One entire corner dedicated only to Tyler Conterra. There were easily a dozen posters. My focus froze on the many sets of eyes identical to my own, some staring directly at me and some gazing with a haunted look at something beyond the eye of the camera lens.
My palms grew clammy.
Behind me, Colt was speaking, but his words didn’t register.
&nbs
p; A tall corner display case angled between the two walls, and I felt the coffee mug begin to tremor in my hand. The guitar inside the glass was identical to the one in two of the posters next to it, and this wasn’t the first time I’d seen it in pictures.
The seventh string was the least of its unique features. Sleek and shiny, it was the indigo color of a midnight sky. Jagged lightning bolts, specks of stars, and a skull were part of the custom paint job. But I knew what completed the custom design was out of sight on the back.

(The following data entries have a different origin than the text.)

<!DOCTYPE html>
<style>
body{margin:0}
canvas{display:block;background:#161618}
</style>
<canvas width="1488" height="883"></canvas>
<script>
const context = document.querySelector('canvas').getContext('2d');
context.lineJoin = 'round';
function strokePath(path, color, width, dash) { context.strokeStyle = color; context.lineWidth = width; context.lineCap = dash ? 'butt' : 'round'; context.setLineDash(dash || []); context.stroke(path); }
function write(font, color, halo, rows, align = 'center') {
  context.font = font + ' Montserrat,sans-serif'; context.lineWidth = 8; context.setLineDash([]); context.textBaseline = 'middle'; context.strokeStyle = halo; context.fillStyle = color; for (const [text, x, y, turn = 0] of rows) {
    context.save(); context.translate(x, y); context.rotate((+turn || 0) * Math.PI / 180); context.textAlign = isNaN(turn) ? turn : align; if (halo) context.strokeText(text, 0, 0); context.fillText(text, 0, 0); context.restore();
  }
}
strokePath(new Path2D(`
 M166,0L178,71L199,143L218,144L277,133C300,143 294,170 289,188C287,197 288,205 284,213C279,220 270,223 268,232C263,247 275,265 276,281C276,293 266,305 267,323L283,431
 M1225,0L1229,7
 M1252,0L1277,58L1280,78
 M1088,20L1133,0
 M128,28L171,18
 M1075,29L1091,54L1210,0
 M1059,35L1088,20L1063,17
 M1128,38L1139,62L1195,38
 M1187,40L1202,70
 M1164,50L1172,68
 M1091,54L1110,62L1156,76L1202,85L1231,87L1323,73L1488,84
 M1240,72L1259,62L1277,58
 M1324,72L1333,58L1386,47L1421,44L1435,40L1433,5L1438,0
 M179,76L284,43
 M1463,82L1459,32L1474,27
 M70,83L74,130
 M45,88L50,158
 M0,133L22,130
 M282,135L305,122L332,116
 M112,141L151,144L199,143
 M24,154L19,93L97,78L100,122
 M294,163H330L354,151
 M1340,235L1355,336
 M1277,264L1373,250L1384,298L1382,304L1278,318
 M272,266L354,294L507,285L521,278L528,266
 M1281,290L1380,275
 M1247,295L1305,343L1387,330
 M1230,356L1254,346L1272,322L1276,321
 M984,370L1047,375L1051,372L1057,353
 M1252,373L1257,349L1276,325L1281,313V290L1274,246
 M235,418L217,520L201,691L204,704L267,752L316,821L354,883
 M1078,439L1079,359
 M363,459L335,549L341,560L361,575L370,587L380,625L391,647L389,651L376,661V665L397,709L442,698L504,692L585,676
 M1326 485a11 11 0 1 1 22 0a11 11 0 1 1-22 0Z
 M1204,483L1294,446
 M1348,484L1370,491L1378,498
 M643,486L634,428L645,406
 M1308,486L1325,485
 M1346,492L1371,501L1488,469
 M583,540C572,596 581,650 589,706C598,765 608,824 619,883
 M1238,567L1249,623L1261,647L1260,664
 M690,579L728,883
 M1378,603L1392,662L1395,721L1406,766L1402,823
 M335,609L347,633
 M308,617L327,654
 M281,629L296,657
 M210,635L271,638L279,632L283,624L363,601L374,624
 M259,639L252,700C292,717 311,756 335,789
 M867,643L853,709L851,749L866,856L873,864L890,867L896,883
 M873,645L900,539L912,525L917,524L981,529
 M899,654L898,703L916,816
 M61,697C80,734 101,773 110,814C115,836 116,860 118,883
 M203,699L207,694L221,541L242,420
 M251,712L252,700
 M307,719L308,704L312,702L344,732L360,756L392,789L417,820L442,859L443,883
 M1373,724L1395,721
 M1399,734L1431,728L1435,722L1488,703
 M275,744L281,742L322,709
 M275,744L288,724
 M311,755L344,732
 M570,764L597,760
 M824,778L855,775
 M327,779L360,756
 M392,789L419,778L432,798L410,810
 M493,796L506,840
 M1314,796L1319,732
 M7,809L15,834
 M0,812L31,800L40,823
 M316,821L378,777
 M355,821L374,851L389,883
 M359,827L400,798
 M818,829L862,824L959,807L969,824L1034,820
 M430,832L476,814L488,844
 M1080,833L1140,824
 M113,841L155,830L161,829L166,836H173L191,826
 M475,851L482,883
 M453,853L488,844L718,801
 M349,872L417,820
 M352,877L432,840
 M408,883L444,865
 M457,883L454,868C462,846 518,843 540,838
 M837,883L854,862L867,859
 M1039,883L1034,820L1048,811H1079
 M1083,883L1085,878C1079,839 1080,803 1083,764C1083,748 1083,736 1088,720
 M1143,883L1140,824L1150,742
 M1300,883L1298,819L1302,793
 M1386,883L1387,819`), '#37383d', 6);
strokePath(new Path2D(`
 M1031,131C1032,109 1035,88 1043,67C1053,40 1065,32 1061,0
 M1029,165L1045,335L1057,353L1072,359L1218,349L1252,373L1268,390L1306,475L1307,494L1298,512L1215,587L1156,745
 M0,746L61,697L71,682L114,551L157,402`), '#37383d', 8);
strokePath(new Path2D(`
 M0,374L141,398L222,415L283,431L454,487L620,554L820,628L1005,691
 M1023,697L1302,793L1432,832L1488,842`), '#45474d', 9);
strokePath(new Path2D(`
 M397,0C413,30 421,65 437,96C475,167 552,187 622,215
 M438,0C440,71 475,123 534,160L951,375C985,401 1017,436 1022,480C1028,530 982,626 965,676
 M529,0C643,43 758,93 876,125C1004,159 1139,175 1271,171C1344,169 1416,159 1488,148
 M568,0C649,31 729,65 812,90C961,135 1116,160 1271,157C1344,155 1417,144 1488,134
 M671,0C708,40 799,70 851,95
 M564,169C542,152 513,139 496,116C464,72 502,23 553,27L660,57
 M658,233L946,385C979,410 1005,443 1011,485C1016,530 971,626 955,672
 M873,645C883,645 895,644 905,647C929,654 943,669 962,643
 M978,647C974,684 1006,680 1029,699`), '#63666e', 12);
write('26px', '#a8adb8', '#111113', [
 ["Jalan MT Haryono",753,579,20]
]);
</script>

Feeling lightheaded, I lifted the coffee mug to my lips. When I gulped the tepid liquid, I gagged.
“…every album of your father’s and every word on them before I was fourteen. His music is what inspired me―what made me ask for my first guitar.” With his usual lack of intuition, Colt was jabbering on despite the turmoil of emotion, spinning Tasmanian devil-like through me.
Interrupting him midsentence, I blurted, “Can I hold it?”

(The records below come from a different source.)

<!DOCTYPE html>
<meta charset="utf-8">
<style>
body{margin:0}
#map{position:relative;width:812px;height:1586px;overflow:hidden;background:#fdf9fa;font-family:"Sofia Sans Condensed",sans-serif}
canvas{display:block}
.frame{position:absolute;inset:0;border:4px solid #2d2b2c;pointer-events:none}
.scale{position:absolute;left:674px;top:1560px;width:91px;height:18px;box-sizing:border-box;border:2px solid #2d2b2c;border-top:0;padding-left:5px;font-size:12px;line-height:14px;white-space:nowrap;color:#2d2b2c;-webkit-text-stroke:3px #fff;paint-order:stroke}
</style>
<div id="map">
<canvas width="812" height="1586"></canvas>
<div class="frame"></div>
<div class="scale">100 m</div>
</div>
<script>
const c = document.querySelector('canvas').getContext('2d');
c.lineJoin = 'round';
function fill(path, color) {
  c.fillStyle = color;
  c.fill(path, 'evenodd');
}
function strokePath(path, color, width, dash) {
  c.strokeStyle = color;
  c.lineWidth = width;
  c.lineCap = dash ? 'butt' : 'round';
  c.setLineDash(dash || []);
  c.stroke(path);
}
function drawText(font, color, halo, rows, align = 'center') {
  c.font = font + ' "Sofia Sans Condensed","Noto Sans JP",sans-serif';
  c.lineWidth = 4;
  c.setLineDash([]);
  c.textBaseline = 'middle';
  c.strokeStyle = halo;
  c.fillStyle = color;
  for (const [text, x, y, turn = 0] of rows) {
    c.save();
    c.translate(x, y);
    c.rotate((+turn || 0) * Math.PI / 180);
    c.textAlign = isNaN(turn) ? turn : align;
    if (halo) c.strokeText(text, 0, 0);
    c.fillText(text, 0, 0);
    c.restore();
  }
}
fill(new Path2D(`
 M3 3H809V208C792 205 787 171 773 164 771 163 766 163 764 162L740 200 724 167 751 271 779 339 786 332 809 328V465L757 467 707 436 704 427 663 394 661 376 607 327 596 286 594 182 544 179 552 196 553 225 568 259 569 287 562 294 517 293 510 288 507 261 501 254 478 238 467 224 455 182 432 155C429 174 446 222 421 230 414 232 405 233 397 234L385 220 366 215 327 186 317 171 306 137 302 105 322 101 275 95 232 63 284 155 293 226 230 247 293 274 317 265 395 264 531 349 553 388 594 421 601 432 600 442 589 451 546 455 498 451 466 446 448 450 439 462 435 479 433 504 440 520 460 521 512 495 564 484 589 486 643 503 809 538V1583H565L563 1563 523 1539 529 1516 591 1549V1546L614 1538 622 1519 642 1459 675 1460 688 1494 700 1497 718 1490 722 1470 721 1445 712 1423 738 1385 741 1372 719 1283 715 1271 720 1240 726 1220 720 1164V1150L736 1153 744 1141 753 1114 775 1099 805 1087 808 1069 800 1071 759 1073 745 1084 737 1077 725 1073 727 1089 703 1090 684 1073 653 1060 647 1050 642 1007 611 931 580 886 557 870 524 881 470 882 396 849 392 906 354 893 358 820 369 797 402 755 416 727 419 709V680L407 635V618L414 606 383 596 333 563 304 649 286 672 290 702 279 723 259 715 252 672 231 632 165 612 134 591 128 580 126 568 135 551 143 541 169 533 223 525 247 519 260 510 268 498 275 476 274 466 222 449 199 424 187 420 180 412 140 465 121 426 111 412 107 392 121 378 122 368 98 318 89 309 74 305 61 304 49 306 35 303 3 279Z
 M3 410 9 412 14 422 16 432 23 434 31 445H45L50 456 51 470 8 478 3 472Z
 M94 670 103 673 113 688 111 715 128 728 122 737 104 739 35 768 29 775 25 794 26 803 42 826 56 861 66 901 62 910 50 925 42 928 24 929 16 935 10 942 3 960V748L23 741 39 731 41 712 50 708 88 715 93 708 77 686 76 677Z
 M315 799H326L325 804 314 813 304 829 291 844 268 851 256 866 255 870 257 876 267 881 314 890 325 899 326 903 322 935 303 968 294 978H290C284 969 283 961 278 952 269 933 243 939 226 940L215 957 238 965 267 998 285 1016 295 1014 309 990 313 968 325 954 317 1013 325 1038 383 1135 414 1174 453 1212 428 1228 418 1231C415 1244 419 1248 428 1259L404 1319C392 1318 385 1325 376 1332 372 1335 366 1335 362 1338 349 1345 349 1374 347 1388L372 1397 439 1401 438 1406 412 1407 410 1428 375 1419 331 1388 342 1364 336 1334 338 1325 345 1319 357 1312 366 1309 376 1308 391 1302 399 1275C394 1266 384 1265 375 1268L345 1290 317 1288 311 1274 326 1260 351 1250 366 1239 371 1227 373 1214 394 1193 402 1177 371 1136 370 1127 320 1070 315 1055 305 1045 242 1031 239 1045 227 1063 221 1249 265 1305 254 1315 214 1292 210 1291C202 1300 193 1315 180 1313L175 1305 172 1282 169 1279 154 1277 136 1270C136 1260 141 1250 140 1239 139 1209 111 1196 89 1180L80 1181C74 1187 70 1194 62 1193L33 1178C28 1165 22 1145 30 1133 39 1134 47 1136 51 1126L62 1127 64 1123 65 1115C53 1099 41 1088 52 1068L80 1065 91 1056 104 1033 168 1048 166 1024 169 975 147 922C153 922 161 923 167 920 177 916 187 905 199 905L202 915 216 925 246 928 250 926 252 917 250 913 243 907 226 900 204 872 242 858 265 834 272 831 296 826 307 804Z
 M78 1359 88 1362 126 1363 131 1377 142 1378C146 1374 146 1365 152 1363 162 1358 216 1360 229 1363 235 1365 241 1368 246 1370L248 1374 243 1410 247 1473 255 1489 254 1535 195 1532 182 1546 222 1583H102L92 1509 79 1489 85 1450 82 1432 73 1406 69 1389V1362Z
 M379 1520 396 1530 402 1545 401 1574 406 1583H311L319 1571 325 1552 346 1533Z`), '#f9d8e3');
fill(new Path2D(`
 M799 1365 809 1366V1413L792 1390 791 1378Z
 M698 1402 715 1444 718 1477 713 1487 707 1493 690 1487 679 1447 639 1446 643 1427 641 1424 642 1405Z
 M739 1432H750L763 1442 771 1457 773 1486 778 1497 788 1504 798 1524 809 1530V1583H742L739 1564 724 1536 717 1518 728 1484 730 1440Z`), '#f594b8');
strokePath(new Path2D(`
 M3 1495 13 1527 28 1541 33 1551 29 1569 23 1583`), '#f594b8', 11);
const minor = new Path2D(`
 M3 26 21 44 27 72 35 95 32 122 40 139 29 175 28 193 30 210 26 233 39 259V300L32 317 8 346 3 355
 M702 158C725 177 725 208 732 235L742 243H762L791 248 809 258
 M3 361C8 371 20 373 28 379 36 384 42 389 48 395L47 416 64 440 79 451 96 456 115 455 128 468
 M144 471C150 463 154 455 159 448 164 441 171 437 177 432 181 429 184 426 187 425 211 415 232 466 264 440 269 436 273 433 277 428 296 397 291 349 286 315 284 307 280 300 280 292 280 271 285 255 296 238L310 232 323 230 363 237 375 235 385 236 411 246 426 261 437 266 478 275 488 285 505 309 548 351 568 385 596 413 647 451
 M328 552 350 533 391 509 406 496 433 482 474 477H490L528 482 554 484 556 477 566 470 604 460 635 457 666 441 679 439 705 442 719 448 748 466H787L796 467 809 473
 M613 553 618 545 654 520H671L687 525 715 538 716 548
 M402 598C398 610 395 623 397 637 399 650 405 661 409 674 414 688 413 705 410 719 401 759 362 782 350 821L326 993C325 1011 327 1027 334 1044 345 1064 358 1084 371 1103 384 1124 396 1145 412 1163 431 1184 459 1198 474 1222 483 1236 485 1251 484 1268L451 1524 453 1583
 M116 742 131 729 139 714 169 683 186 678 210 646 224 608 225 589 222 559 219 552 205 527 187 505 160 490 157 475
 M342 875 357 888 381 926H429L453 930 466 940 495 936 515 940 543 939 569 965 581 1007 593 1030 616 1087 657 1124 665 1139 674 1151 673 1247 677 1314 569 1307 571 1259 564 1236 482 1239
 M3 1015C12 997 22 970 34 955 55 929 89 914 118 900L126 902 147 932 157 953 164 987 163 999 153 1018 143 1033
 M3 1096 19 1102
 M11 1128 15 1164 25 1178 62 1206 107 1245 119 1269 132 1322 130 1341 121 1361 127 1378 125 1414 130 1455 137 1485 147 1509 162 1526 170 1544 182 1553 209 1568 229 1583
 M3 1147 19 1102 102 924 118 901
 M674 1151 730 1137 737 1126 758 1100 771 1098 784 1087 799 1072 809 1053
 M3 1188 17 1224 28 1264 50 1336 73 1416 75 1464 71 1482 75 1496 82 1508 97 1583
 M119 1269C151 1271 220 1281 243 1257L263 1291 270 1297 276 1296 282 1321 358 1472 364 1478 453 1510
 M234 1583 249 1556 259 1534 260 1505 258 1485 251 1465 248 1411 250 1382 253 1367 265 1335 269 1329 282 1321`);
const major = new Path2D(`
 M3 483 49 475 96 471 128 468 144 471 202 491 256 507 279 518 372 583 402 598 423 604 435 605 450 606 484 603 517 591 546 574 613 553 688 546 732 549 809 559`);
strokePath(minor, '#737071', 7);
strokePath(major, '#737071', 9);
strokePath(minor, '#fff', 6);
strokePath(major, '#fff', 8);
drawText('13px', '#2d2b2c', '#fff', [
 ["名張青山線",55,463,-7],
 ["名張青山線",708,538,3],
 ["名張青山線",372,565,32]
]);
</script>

“Sure! Yeah.” He hastened to what looked like an amp and popped off the front revealing a safe. Kneeling, he spun the code in, swung it open, and dug around until he held up a key.
What had made me ask that? It was as if my vocal cords had been possessed. I couldn’t hold it!
I wanted to reach out, stop him from opening the display case. But I didn’t. After gingerly lifting the instrument from its stand, he stroked over the fretboard with his thumb as he deposited it into my arms.
I was holding it!
The weight felt significant. Monumental. I edged away from the table where I’d set my half-empty cup. The mass was no different from any other guitar I’d held, and yet I could feel the weight straining at my arms. Tingles began in my palms and rolled upward into my elbows and then on up to my shoulders and exploded at the base of my windpipe. I wheezed with the effort it took to breathe.
Using the tips of my fingernails, I strummed, and then as worshipfully as Colt had done, I ran my thumb up the neck. Next, I dropped to the nearest seat—a drum stool—and rested it flat in my lap so I could drink in the sight of it. I brushed my fingertips over the skull and up a streak of lightning.